Task to complete. Retype, word for word, only the lines from the one with "List all text" through the last line of the data below.

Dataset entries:
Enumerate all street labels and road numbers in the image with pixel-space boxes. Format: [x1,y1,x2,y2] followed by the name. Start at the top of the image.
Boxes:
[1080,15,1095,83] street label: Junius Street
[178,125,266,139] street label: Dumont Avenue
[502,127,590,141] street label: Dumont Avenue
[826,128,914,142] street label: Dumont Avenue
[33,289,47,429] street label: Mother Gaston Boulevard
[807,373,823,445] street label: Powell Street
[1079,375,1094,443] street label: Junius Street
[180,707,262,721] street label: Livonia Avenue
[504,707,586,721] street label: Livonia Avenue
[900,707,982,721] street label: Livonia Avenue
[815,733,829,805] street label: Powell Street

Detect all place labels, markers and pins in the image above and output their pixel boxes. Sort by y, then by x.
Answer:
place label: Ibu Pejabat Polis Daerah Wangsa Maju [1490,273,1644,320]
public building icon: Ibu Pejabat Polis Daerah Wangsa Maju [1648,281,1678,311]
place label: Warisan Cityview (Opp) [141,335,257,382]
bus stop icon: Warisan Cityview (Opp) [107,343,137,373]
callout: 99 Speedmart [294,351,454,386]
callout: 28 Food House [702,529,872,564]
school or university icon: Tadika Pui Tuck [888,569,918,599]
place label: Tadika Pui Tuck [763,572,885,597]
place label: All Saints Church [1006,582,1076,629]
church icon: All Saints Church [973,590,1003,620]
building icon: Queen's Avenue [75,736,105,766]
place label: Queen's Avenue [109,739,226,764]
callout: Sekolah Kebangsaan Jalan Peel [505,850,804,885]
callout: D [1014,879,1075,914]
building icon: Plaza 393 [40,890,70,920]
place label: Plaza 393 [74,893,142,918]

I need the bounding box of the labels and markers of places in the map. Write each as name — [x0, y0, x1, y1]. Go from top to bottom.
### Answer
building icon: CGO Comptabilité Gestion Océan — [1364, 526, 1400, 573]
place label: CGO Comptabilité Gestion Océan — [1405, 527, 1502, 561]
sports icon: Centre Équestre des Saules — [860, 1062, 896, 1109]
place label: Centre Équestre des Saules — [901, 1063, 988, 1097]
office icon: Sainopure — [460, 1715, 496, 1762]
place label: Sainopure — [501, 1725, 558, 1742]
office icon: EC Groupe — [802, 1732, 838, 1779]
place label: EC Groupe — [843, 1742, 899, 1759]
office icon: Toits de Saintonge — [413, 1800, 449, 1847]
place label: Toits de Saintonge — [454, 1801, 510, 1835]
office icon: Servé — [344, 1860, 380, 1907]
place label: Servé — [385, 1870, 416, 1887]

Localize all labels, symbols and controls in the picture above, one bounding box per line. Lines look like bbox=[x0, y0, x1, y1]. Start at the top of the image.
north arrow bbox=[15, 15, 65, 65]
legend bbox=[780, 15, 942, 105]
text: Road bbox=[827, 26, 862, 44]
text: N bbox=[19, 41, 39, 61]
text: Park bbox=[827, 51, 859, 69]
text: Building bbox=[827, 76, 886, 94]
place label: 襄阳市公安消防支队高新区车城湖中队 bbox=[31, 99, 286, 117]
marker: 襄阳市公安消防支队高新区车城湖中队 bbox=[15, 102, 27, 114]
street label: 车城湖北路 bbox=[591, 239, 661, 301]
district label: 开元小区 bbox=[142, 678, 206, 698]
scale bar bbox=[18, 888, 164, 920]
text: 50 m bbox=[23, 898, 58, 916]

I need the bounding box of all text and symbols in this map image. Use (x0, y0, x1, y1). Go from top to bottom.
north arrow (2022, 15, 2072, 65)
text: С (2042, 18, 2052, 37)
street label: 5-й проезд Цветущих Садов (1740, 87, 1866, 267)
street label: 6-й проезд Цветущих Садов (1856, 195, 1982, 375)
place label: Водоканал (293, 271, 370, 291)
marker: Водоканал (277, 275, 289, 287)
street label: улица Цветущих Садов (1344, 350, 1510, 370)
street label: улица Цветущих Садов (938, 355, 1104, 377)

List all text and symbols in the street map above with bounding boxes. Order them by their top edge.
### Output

Solved problem.
List all text and symbols in the street map above with bounding boxes. Order them by their top edge.
### Output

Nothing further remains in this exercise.